**Task to carry out**
Pull every line of the entries that has the word "lines".

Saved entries
◇ ◇ ◇ ◇ ◇ ◇ ◇

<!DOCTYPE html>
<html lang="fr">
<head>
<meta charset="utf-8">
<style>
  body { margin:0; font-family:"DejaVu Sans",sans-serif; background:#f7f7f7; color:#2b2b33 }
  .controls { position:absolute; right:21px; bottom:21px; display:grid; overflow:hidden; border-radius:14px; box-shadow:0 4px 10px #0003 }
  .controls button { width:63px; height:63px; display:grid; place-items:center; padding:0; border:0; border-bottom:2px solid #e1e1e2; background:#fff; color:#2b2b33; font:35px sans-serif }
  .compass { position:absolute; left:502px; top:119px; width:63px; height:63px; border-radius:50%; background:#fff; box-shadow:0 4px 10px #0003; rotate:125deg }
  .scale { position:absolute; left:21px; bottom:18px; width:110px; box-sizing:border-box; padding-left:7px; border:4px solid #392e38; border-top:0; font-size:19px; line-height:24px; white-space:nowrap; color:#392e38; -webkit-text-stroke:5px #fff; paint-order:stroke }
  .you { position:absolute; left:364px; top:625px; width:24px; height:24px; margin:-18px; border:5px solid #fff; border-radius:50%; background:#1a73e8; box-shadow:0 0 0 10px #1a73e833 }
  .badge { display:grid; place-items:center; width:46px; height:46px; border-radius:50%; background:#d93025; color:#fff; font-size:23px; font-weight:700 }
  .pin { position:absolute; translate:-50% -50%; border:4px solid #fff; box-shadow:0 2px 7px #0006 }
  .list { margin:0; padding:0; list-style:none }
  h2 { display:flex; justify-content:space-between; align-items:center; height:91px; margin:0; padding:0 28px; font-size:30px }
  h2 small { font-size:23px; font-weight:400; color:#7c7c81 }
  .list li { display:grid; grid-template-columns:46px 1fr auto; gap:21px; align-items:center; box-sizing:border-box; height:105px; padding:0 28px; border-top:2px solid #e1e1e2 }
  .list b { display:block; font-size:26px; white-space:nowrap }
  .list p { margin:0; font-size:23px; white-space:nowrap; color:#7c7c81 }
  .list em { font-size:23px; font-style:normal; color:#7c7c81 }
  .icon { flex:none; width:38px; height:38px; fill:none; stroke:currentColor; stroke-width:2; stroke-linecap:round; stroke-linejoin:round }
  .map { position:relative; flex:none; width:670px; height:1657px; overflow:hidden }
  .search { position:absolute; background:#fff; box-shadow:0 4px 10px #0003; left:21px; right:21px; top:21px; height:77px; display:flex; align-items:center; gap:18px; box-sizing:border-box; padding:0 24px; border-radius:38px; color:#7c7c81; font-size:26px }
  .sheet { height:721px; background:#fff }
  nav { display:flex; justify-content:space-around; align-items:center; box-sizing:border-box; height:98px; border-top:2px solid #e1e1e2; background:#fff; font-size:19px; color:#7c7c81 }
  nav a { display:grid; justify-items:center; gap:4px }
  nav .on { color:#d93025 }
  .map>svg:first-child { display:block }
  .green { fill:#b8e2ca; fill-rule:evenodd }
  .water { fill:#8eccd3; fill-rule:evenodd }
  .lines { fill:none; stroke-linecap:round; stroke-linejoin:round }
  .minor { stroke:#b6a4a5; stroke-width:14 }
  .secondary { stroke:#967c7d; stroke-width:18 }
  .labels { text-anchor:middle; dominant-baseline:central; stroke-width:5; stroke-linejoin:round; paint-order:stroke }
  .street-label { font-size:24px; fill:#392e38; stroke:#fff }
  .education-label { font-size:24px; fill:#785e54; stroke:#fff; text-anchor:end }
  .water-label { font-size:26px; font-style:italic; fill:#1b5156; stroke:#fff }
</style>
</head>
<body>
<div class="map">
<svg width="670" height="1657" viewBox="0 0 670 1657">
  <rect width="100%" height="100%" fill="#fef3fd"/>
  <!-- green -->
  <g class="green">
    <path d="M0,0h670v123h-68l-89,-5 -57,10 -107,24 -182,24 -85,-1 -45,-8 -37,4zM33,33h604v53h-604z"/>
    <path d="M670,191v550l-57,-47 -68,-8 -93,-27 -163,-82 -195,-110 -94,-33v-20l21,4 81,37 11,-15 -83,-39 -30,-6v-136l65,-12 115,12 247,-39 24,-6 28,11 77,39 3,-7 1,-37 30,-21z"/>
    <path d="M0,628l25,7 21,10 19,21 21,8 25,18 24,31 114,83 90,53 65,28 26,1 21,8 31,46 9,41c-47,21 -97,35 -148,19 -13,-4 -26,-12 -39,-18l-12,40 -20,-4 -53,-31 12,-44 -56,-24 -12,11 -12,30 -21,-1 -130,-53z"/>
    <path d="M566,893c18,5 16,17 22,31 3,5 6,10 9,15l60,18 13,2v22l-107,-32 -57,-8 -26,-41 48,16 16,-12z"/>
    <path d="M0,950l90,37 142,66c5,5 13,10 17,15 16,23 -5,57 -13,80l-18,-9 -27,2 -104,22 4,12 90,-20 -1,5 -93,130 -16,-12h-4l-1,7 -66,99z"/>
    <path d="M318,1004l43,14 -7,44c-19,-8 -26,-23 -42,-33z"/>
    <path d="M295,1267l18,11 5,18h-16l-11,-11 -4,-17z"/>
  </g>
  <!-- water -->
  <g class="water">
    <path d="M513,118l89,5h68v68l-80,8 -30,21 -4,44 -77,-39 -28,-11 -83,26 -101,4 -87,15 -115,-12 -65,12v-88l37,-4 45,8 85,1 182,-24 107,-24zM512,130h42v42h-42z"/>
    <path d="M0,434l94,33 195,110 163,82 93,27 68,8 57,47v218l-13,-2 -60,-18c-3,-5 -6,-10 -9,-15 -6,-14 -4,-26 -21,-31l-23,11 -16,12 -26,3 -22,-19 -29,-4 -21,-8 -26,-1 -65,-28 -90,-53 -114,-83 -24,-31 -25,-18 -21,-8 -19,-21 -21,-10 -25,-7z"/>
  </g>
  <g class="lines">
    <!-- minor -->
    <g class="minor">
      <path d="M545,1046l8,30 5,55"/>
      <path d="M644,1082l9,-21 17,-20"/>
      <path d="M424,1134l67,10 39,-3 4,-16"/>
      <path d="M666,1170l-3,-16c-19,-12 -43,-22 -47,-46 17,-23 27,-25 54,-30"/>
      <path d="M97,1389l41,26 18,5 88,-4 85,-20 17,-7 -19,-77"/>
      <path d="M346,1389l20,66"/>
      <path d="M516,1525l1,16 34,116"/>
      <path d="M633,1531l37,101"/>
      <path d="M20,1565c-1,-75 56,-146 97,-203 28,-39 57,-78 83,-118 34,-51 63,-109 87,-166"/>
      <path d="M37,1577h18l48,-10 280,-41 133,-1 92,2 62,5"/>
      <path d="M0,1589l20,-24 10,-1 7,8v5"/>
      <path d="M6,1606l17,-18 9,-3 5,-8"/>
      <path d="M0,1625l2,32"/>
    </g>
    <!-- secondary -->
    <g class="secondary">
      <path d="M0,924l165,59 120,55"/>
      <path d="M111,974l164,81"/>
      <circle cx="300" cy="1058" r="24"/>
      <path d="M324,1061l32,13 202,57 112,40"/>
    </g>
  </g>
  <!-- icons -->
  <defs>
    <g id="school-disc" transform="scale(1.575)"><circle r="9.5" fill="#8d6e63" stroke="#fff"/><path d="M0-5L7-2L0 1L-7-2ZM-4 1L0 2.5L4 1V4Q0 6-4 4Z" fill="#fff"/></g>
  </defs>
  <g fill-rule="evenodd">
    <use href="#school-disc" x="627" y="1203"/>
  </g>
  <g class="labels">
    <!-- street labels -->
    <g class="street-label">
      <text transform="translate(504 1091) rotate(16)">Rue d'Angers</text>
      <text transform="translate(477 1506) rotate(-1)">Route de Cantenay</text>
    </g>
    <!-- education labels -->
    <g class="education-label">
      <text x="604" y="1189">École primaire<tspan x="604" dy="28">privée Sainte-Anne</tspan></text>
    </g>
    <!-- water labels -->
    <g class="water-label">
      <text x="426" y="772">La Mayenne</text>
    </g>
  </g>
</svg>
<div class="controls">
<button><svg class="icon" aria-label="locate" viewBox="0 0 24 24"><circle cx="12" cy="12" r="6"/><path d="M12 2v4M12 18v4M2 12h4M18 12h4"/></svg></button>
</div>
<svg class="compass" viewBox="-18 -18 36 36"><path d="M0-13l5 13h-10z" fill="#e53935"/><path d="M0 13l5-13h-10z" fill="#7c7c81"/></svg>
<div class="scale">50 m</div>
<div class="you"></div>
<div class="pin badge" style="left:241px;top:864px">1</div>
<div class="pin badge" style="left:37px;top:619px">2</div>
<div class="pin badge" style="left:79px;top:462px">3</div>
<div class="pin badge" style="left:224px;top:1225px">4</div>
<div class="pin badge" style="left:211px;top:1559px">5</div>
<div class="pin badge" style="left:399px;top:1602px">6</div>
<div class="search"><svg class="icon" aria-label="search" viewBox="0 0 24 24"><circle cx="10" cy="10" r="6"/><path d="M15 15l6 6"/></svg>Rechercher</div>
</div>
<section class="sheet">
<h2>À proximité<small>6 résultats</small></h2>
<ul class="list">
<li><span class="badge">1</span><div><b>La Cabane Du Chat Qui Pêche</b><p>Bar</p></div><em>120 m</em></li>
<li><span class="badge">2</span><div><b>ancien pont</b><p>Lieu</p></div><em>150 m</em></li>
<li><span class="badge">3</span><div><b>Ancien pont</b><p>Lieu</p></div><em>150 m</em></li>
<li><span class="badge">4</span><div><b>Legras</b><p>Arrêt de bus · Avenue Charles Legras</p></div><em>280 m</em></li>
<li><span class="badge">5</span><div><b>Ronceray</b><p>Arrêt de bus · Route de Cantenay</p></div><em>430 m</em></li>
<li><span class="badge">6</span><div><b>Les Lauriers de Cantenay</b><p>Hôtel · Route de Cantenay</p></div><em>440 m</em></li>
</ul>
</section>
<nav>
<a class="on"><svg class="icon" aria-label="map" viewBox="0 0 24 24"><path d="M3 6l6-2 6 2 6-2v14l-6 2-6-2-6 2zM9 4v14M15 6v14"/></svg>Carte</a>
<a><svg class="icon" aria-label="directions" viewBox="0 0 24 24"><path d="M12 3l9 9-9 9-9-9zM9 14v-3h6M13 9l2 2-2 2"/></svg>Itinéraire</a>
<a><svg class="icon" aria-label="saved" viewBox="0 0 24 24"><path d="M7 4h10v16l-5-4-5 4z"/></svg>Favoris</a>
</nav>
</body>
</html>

◇ ◇ ◇ ◇ ◇ ◇ ◇

**Written solution**
  .lines { fill:none; stroke-linecap:round; stroke-linejoin:round }
  <g class="lines">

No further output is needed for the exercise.